A third of the world’s landmass is forested – a steep historical decline, even if it seems like a lot. During the past 10,000 years, the planet’s original forest cover has decreased by nearly half. In Finland, the most heavily forested country in Europe, some 95 per cent of the woodlands have been logged or disturbed. As forests are stripped of their natural defences – rivers, trees and peatlands that sequester carbon, reindeer that keep the systems in check – they are also becoming more vulnerable to rising temperatures. The Arctic Circle, according to recent studies, is warming nearly four times faster than the rest of the world.
“These are the last pristine ecosystems,” says Tero Mustonen, president of Snowchange. “If we lose them, we lose species that we don’t even know about yet.”
And despite Feodoroff’s headway, she’s still facing a powerful logging lobby in Finland’s Parliament. Atte Harjanne, chairperson of the Green Party, says that even as scientists warn that logging degrades Finland’s once-robust carbon sinks and fragile ecosystems, discussions to limit the practice remain taboo.
“It’s unpatriotic to question logging, it’s so deep in our identity,” he says.

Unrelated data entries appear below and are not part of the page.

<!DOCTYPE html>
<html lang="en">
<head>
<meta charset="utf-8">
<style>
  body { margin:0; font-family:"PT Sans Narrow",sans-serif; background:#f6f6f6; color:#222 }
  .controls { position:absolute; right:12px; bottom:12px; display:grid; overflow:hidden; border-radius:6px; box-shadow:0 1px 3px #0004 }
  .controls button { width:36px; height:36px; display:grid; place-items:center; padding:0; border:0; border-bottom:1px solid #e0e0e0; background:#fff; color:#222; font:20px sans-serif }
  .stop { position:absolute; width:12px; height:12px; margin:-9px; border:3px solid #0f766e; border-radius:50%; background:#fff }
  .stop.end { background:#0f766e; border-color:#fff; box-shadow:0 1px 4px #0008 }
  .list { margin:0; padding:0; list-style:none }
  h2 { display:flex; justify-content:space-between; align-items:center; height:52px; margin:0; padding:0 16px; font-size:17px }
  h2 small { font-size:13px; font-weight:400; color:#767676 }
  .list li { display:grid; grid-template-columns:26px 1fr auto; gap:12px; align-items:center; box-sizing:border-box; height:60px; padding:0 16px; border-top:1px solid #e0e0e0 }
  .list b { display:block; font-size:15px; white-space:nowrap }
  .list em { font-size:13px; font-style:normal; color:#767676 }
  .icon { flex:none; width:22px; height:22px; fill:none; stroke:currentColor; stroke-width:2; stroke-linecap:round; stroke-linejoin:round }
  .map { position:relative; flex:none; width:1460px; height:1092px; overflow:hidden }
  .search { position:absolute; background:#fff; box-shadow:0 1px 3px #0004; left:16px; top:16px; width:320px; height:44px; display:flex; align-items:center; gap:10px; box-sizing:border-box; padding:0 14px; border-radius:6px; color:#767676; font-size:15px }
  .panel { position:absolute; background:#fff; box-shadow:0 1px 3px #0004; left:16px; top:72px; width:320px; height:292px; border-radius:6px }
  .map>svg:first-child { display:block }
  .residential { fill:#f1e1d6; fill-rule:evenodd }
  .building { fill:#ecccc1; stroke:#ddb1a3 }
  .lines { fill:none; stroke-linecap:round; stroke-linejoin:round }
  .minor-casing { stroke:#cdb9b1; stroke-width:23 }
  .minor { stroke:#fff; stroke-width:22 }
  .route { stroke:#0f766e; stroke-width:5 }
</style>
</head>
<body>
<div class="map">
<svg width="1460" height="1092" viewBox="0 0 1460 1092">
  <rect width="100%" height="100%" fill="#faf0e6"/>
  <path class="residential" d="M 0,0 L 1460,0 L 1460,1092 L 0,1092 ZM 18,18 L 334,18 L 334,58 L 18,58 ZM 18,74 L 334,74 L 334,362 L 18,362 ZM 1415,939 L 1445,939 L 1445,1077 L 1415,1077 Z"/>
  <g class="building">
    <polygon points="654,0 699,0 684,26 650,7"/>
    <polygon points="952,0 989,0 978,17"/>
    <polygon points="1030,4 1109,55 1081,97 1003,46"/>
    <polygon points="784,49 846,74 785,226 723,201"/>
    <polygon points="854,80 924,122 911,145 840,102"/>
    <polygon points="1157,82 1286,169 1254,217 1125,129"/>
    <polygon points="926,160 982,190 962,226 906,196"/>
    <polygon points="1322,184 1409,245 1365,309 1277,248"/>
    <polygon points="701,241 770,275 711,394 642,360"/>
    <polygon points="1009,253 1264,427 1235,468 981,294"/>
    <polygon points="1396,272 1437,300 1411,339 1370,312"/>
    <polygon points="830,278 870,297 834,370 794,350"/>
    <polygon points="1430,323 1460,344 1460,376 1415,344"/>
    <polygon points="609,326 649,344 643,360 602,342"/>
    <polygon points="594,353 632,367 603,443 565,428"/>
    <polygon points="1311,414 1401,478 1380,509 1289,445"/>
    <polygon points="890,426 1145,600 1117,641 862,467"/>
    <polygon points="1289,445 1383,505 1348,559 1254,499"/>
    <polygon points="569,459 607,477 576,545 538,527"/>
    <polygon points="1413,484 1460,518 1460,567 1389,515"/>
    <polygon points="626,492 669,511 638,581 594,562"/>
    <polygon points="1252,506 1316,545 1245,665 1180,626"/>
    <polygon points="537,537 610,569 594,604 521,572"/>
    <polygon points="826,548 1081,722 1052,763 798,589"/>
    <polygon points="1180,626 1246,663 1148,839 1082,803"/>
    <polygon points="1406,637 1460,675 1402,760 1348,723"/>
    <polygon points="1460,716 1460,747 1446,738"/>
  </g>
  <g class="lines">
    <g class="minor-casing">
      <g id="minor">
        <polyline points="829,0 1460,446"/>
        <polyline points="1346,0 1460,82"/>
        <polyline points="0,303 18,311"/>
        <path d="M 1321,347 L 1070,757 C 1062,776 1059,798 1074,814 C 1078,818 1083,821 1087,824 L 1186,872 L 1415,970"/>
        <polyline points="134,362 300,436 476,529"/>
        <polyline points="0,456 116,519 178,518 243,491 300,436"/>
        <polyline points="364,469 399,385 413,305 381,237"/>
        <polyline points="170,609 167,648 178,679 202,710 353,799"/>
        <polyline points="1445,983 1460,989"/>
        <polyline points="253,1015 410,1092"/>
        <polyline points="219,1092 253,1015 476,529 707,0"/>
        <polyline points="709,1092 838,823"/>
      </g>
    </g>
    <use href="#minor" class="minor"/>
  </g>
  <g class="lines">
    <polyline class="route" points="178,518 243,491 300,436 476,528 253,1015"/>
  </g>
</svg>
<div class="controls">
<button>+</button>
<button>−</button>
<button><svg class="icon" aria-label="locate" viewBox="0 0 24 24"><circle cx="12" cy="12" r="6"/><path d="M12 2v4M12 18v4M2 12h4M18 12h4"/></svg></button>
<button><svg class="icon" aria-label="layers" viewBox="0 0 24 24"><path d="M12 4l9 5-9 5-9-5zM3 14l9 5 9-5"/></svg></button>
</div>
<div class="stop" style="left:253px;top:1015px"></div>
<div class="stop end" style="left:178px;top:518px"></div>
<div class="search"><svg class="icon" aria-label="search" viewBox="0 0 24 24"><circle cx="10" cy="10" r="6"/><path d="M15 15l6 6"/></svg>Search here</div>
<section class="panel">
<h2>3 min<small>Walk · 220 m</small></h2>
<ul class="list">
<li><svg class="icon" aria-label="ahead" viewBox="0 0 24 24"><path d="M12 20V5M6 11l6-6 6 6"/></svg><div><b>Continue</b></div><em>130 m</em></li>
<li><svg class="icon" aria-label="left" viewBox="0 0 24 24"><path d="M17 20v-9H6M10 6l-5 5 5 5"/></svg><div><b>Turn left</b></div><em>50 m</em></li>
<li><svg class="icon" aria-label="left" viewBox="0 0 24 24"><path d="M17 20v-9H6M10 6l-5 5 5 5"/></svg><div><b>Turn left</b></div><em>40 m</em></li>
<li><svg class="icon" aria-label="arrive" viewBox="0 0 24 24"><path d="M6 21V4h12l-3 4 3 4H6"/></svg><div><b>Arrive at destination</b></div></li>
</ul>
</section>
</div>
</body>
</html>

Lacking lucrative oil resources, Finland converted its timber into wealth during the post-Second World War years, exporting pulp as a raw material for paper. But even as digitisation has shrunk the paper industry, Finland’s logging industry has expanded. Metsähallitus, the state-owned logging enterprise, plans to cut nearly 2,500 acres, including 750 acres of old-growth forests. Figures from Statistics Finland show that Finnish forests, once net-carbon sinks, became carbon emitters for the first time last year. As the EU scrambles for alternatives to Russian oil and gas, it is also allowing Finland to designate wood biomass as a carbon-neutral energy source, despite findings that burning wood is worse for the atmosphere than coal.
“From a national, economic point of view, you have to cut less,” says Jarmo Pyykkö, an environmentalist who has helped Feodoroff survey and purchase lands for over two decades. “Because it’s so strong, the logging sector is making all the others pay for the climate.”
Feodoroff says she wants to correct a widespread misconception: that wood is free, and its supplies nearly inexhaustible. Her “auctions” are symbolic, she says, seeking to “reframe the worth” of the trees, reindeer and natural environments that are priceless.
“It’s like the emperor’s new clothes. I’m selling nothing, but if we can make a deal to protect our reindeer, our forests, then I don’t care about anything else. We don’t take money from mining companies, but our thinking is, really, whatever works,” she says, sipping tea at her kitchen table, her phone blowing up ahead of her final Venice performance in October.